Le parcours de Jeanne Chauvin dans un univers jadis exclusivement peuplé d’hommes est totalement épique et ponctué d'épisodes rocambolesques !
Sa jeunesse et ses études
Née en 1862 à Jargeau, dans le Loiret, elle devient orpheline de père à 17 ans. Ce dernier, notaire à Provins, en seine-et-marne, meurt subitement d’apoplexie. Sa mère décide alors de rejoindre Paris, pour qu’elle et son frère, de milieu bourgeois, puissent réussir leurs études. Elle obtient deux baccalauréats (lettres et sciences), deux licences (philosophie et droit) et vise un doctorat en droit jusqu'alors réservé aux hommes.
Déjà animée d’une fièvre féministe, dès 1887, à 25 ans, elle écrit dans « la Revue de France » : « les femmes sont les égales des hommes par le cœur, le sentiment, la pensée et la raison... Dans la civilisation moderne, la femme ne peut plus n'être rien alors que l'homme serait tout... Philosophiquement et rationnellement, l'idée de l'égalité se conçoit et s'impose dans tous les domaines ».
Le 2 juillet 1892, à 30 ans, elle soutient sa thèse de doctorat sur le thème : « Etude historique sur les professions accessibles aux femmes, influence du sémitisme sur l’évolution de la position économique de la femme dans la société » (en droit romain et français). Elle y affirme que c'est notamment sous l'influence de la Bible et du catholicisme qu'a été introduite et consolidée l'inégalité juridique entre les hommes et les femmes.
Reçue docteur en droit à l'unanimité du jury (malgré une soutenance perturbée par des étudiants masculins chantant La Marseillaise), elle prend la plume dans « L'Illustration » pour célébrer « la mort d'une légende (!), celle de la supériorité masculine et de l'abîme séparant les deux moitiés de l'humanité ». La presse patriarcale de l'époque la traite de provocatrice ! Le monde judiciaire reconnaît son esprit vif mais la maintient systématiquement à l’écart !
Elle est alors chargée de dispenser des cours de droit dans plusieurs lycées parisiens pour jeunes filles. Dans le même temps, elle continue son combat pour l'équité en écrivant dans les publications féministes de l’époque.

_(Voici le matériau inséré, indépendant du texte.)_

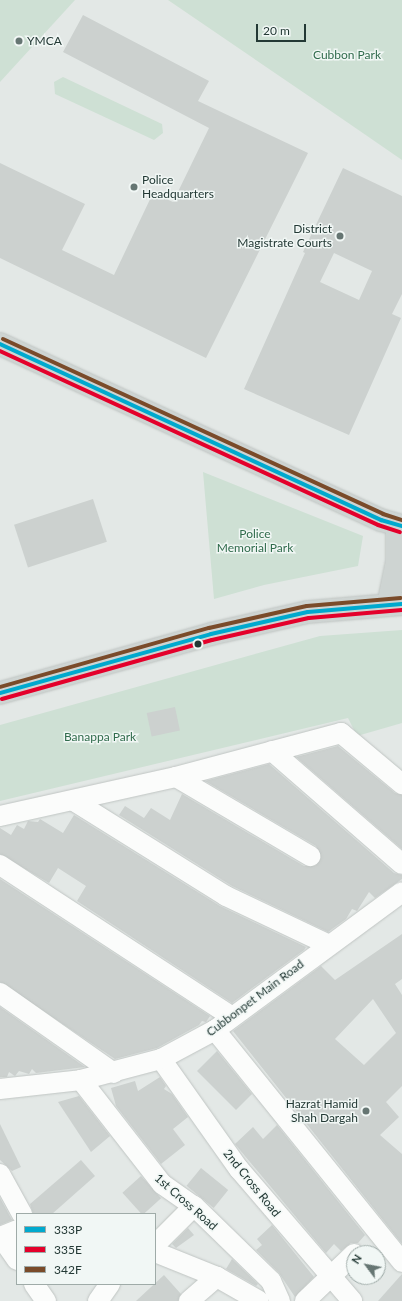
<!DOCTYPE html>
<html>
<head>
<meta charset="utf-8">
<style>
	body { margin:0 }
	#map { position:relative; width:402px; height:1301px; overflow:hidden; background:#e3e8e6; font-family:Lato,sans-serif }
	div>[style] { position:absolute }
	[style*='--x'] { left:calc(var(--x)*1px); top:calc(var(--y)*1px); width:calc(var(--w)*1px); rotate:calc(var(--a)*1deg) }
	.green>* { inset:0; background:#cee0d4 }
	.building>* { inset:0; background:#ccd1cf; transform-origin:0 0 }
	.roads { filter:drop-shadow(0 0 1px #c0c5c3) drop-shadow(0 0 1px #c0c5c3) }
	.minor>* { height:20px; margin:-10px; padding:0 10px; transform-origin:10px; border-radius:10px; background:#fbfcfb }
	.major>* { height:22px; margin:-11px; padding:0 11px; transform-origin:11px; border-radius:11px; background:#ced4d2 }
	.bus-1>* { height:4px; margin:-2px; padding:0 2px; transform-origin:2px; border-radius:2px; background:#00a9ce }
	.bus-2>* { height:4px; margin:-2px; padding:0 2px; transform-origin:2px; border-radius:2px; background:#e4002b }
	.bus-3>* { height:4px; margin:-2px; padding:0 2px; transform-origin:2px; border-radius:2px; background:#7a4b2a }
	.dots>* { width:11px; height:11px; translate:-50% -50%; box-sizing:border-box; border:2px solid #f1f7f5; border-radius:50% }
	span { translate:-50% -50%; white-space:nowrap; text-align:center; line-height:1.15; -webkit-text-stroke:3px #f1f7f5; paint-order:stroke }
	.poi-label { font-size:12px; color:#233935 }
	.left { translate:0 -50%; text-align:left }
	.right { translate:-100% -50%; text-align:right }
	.park-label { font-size:12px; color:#316c4d }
	.street-label { font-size:12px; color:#233935 }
	.legend { position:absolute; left:16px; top:1213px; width:140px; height:72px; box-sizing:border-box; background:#f1f7f5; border:1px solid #9faba8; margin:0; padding:5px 7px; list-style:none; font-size:12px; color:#233935 }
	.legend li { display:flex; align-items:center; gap:8px; height:20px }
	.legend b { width:20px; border:1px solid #9faba8 }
	.north { position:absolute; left:346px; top:1245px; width:40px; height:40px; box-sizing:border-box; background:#f1f7f5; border:1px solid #9faba8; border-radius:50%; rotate:302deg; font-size:11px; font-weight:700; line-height:16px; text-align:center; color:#233935 }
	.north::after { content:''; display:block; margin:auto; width:14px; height:18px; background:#667673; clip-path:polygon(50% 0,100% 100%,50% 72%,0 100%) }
	.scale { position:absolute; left:256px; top:24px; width:50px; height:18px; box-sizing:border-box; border:2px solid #233935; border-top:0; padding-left:5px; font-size:12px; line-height:14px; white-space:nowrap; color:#233935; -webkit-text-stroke:3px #f1f7f5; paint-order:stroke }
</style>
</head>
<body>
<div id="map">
	<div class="green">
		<div style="clip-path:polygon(0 0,75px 0,0 82px)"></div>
		<div style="clip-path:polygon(168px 0,402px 0,402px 160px,341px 118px)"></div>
		<div style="clip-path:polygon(63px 77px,162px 124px,163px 133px,154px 140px,55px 94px,54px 82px)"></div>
		<div style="clip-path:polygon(203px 472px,363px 536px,358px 566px,264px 585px,214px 599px)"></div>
		<div style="clip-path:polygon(402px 630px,402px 723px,357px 736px,348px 718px,0 801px,0 725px,320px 636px)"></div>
	</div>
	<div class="building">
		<div style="clip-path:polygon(83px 15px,209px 81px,198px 101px,308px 153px,206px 358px,0 258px,0 163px,85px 204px,62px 250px,114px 275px,153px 193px,173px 202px,209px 128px,63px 52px)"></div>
		<div style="clip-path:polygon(evenodd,343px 168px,402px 196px,402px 294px,392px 314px,401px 318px,349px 435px,244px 389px,305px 253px,303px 252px,343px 168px,334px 253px,372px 271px,359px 300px,320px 282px,334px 253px)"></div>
		<div style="left:93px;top:499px;width:45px;height:83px;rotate:72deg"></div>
		<div style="left:175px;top:707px;width:24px;height:29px;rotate:78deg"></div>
		<div style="clip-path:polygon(338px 746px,395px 793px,402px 795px,402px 849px,296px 757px)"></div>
		<div style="clip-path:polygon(269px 764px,394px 873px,402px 875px,402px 879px,375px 898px,369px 892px,357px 911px,352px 909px,346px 919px,328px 932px,232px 886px,119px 815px,125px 806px,144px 818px,151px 808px,170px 820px,182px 794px,304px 866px,315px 866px,321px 856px,316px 846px,205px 781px)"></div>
		<div style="clip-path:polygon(74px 815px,220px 906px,306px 947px,304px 950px,232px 1003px,77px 901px,86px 886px,58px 868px,49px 883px,0 854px,0 828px,11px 835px,17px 825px,24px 829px,28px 821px,38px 822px,40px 819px,63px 833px)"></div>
		<div style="clip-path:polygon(0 879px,210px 1016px,206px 1022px,202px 1021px,199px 1025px,157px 1048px,115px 1059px,0 982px)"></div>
		<div style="clip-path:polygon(evenodd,402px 934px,402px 979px,395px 984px,402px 995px,402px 1086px,386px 1102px,399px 1117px,380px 1135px,402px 1154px,402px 1244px,233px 1031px,321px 966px,335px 980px,402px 934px,373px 999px,396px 1033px,364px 1065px,335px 1039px,373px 999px)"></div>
		<div style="clip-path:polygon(0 1007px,85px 1067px,36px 1073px,32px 1069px,29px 1074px,19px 1071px,15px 1076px,9px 1072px,7px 1077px,0 1077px)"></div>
		<div style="clip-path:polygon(217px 1051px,252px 1094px,236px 1110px,197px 1071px)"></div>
		<div style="clip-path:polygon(160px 1077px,166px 1086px,164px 1089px,172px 1094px,188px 1117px,173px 1129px,185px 1145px,161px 1164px,116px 1106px,111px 1088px,135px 1081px,138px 1091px)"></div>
		<div style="clip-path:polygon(79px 1096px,110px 1136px,91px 1152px,58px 1102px)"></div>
		<div style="clip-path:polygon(0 1124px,21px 1167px,12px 1171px,0 1160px)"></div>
		<div style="clip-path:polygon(277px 1125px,365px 1235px,358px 1243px,351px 1243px,341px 1251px,334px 1244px,326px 1253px,235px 1144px,253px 1127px,263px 1139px)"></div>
		<div style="clip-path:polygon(81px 1160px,95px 1176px,52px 1214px,33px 1214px,30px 1204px)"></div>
		<div style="left:201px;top:1168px;width:35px;height:23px;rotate:39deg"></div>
		<div style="left:141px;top:1176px;width:30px;height:25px;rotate:48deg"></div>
		<div style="clip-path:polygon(0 1198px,12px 1220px,0 1225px)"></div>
		<div style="clip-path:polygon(272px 1225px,314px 1277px,295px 1297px,279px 1273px,256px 1250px,262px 1245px,257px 1239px)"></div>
		<div style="clip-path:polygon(188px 1228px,194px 1235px,176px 1248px,172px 1244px)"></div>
		<div style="clip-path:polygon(232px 1259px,258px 1284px,256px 1286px,226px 1269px)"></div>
		<div style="clip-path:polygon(402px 1274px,402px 1301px,378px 1301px)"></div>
		<div style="clip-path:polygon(164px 1275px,181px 1294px,178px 1301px,136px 1301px)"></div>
	</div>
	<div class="roads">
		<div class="minor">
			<div style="--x:272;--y:751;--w:172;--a:41"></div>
			<div style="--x:176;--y:777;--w:156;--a:30.5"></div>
			<div style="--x:74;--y:801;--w:179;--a:32"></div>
			<div style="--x:226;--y:896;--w:112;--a:25.4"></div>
			<div style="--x:0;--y:816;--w:180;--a:-12.5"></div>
			<div style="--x:176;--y:777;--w:171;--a:-14.9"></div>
			<div style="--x:341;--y:733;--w:80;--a:39.9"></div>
			<div style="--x:0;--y:865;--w:277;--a:33.2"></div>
			<div style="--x:0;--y:993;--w:139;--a:35.1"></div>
			<div style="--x:215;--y:1030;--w:298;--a:51.1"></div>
			<div style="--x:161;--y:1059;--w:135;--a:54.7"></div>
			<div style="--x:239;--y:1169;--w:174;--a:49.4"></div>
			<div style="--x:81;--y:1080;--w:132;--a:52.1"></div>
			<div style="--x:162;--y:1184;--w:39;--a:35"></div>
			<div style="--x:194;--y:1206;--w:107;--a:44.2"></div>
			<div style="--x:271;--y:1281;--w:22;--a:66"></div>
			<div style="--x:0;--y:1089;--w:81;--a:-6.3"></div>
			<div style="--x:81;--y:1080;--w:83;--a:-14.7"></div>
			<div style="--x:161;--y:1059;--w:61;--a:-28.2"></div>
			<div style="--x:215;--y:1030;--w:232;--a:-36.4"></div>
			<div style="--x:0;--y:1174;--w:46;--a:61.2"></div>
			<div style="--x:0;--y:1237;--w:18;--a:-22"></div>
			<div style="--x:1;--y:1237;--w:28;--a:55"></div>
			<div style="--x:155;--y:1245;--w:55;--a:-45"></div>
			<div style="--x:155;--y:1252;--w:67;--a:22"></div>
			<div style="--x:217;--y:1277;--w:48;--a:29.7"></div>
			<div style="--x:34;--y:1284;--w:21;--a:55"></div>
			<div style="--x:98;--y:1301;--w:21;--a:-55"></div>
			<div style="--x:189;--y:1301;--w:37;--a:-41"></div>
			<div style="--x:305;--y:1301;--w:68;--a:-43.8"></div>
		</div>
		<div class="major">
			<div style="--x:0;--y:344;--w:420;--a:24.8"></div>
			<div style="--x:381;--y:520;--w:22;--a:16"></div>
			<div style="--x:388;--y:605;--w:45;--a:-78.4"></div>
			<div style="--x:397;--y:561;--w:36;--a:-90"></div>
			<div style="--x:0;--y:693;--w:219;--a:-15.6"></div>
			<div style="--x:211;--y:634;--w:99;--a:-12.8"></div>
			<div style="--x:308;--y:612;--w:94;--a:-4.9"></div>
		</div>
	</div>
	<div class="bus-1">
		<div style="--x:0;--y:344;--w:420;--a:24.8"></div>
		<div style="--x:381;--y:520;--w:22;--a:16"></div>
		<div style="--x:0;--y:693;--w:219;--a:-15.6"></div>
		<div style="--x:211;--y:634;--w:99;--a:-12.8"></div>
		<div style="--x:308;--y:612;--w:94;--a:-4.9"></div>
	</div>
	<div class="bus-2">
		<div style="--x:0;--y:351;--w:416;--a:24.7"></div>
		<div style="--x:378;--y:525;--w:23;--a:18"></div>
		<div style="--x:2;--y:699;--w:218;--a:-15.7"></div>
		<div style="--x:212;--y:640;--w:99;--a:-12.8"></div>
		<div style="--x:309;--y:618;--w:93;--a:-4.9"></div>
	</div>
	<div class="bus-3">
		<div style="--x:3;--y:339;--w:418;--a:24.7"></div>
		<div style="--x:383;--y:514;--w:20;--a:18"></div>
		<div style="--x:0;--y:687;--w:217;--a:-15.8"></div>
		<div style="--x:209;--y:628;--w:100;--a:-12.7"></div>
		<div style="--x:307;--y:606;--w:94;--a:-4.9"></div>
	</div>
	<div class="dots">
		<div style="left:19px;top:41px;background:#667673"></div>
		<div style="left:134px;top:187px;background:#667673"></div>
		<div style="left:340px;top:236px;background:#667673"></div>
		<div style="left:198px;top:644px;background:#233935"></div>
		<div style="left:366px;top:1111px;background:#667673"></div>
	</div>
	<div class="poi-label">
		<span class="left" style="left:27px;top:41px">YMCA</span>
		<span class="left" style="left:142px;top:187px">Police<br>Headquarters</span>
		<span class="right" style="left:332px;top:236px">District<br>Magistrate Courts</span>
		<span class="right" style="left:358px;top:1111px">Hazrat Hamid<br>Shah Dargah</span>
	</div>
	<div class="park-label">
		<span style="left:347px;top:55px">Cubbon Park</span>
		<span style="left:255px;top:541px">Police<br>Memorial Park</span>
		<span style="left:100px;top:737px">Banappa Park</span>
	</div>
	<div class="street-label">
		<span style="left:255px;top:998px;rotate:-37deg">Cubbonpet Main Road</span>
		<span style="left:252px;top:1183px;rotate:51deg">2nd Cross Road</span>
		<span style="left:186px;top:1202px;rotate:41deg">1st Cross Road</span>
	</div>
	<ul class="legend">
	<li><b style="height:5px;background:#00a9ce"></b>333P</li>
	<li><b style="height:5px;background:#e4002b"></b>335E</li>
	<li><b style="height:5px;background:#7a4b2a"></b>342F</li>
	</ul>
	<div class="north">N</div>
	<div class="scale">20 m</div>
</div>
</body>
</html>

Après des débuts difficiles, la reconnaissance
Dès 1893, elle demande aux parlementaires « d'accorder à la femme mariée le droit d'être témoin dans les actes publics ou privés et d'admettre la capacité des femmes mariées à disposer des produits de leur travail ou de leurs industries personnelles ». C’est un pas vers l'indépendance financière des femmes pénalisées en cas de divorce (situation par ailleurs peu admise à l'époque). Cette mesure novatrice est légalisée ! Une première réussite pour l’avant-gardiste opiniâtre.
Mais, la grande victoire de Jeanne Chauvin commence tout d'abord par un échec ! En effet, le 30 novembre 1897, malgré ses diplômes et ses arguments tout à fait légitimes, les magistrats de la Cour uniquement composée d’hommes refusent à Jeanne Chauvin son inscription au Barreau de Paris, et donc la possibilité d’être avocate et de plaider en tant que femme. D'après eux, la profession d'avocat est un exercice viril par excellence. Il serait dangereux et injuste de troubler la sérénité des jugements par une séduction féminine indissociable du sexe dit « faible ». Je cite : « Si les femmes reçoivent le droit de plaider, ne risque-t-on pas d'accuser le magistrat de s'être laissé convaincre par d'autres moyens que de bons arguments juridiques ? ». Ils ajoutent : « le tempérament émotionnel et par-là même passionné de la femme et sa nature essentiellement analytique sont incompatibles avec la sérénité et l'esprit de synthèse qui doivent caractériser la justice ». Considérant Jeanne Chauvin comme manipulatrice et arrogante. Ils renvoient au législateur la possibilité d'ouvrir les plaidoiries aux femmes et leur accession au métier d’avocat.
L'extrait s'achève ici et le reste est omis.